Problem details: Look for "roads" in every line of the listing. Copy the lines that have it.

Exercise materials:
########

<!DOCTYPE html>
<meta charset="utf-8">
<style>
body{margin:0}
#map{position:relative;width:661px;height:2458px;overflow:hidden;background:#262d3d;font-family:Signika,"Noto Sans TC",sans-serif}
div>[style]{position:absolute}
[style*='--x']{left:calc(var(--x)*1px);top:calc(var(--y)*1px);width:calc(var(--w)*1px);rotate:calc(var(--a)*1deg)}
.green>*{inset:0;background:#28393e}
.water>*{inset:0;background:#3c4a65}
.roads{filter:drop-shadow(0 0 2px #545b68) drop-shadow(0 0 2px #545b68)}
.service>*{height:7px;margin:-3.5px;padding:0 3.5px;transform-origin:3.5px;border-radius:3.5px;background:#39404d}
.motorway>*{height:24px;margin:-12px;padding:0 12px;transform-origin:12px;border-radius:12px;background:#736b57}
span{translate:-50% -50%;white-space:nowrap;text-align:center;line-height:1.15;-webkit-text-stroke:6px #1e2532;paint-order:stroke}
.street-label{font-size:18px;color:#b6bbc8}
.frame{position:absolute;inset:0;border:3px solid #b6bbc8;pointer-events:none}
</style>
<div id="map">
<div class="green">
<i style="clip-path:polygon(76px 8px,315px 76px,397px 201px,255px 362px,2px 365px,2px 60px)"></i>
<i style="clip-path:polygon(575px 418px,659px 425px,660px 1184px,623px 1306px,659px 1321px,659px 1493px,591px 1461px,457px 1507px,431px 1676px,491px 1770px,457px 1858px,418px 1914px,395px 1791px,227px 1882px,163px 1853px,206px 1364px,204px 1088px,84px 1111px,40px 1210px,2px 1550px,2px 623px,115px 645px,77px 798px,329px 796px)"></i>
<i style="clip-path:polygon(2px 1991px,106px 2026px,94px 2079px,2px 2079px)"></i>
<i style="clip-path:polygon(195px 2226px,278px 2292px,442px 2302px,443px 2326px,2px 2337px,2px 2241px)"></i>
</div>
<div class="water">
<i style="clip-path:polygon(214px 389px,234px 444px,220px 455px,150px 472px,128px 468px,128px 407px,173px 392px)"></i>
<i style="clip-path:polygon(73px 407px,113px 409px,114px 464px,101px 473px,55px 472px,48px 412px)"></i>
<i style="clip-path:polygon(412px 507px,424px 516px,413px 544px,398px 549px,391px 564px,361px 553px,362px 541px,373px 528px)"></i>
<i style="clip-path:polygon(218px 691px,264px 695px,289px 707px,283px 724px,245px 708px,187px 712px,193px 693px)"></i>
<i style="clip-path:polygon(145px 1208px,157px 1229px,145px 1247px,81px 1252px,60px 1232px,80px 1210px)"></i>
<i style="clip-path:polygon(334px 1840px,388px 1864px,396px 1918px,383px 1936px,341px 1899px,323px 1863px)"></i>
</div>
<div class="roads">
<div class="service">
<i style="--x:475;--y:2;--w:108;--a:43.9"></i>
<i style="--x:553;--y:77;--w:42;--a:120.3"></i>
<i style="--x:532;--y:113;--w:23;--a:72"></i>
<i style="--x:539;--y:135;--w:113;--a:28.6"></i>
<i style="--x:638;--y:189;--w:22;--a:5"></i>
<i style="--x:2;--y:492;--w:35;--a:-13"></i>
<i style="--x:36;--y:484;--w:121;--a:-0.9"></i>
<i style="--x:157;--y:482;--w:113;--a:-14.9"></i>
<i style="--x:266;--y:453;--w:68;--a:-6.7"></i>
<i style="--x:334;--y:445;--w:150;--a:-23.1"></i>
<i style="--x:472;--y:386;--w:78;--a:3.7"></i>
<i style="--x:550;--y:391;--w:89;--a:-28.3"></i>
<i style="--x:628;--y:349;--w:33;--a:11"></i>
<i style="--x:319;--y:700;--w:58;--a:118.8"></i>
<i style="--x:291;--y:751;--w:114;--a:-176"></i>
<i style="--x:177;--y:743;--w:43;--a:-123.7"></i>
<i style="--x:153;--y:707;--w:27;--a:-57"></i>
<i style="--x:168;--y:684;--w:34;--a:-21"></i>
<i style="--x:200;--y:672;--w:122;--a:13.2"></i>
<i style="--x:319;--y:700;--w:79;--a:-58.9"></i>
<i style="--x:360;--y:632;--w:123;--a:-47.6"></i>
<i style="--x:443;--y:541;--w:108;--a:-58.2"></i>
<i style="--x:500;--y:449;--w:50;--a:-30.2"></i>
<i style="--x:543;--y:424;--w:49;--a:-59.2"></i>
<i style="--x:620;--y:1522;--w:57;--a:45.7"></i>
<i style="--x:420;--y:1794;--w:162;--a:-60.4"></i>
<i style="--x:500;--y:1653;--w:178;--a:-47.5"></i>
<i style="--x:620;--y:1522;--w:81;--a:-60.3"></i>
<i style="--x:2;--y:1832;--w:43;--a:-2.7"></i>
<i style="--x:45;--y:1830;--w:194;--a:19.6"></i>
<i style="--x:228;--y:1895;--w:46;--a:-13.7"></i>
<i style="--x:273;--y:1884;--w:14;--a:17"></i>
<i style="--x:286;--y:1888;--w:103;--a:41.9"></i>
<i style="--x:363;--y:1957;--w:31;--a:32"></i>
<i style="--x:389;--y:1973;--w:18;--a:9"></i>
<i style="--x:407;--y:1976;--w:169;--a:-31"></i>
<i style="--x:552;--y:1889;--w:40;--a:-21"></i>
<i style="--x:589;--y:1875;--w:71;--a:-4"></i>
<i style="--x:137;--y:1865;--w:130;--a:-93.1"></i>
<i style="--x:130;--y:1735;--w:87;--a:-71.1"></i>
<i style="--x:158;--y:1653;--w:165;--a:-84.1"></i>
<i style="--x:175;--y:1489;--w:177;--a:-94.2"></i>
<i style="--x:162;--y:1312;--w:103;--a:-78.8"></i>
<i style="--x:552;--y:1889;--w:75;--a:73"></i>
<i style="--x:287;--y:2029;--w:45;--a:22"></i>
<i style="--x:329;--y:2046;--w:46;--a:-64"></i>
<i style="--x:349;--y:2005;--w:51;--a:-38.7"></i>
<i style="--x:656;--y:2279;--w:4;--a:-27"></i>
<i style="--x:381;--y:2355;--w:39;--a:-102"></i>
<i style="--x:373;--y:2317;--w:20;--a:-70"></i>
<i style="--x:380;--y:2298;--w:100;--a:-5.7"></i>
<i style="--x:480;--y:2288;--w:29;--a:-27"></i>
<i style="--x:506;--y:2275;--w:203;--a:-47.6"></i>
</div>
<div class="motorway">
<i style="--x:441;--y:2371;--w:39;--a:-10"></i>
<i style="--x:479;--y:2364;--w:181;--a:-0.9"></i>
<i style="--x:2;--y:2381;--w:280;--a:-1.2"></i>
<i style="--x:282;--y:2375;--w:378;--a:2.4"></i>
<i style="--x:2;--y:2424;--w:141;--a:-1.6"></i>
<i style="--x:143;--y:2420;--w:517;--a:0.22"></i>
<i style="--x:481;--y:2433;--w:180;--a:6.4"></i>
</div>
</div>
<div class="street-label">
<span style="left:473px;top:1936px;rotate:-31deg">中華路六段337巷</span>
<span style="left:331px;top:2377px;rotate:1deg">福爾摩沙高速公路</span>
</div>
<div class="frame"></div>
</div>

########

Written response:
.roads{filter:drop-shadow(0 0 2px #545b68) drop-shadow(0 0 2px #545b68)}
<div class="roads">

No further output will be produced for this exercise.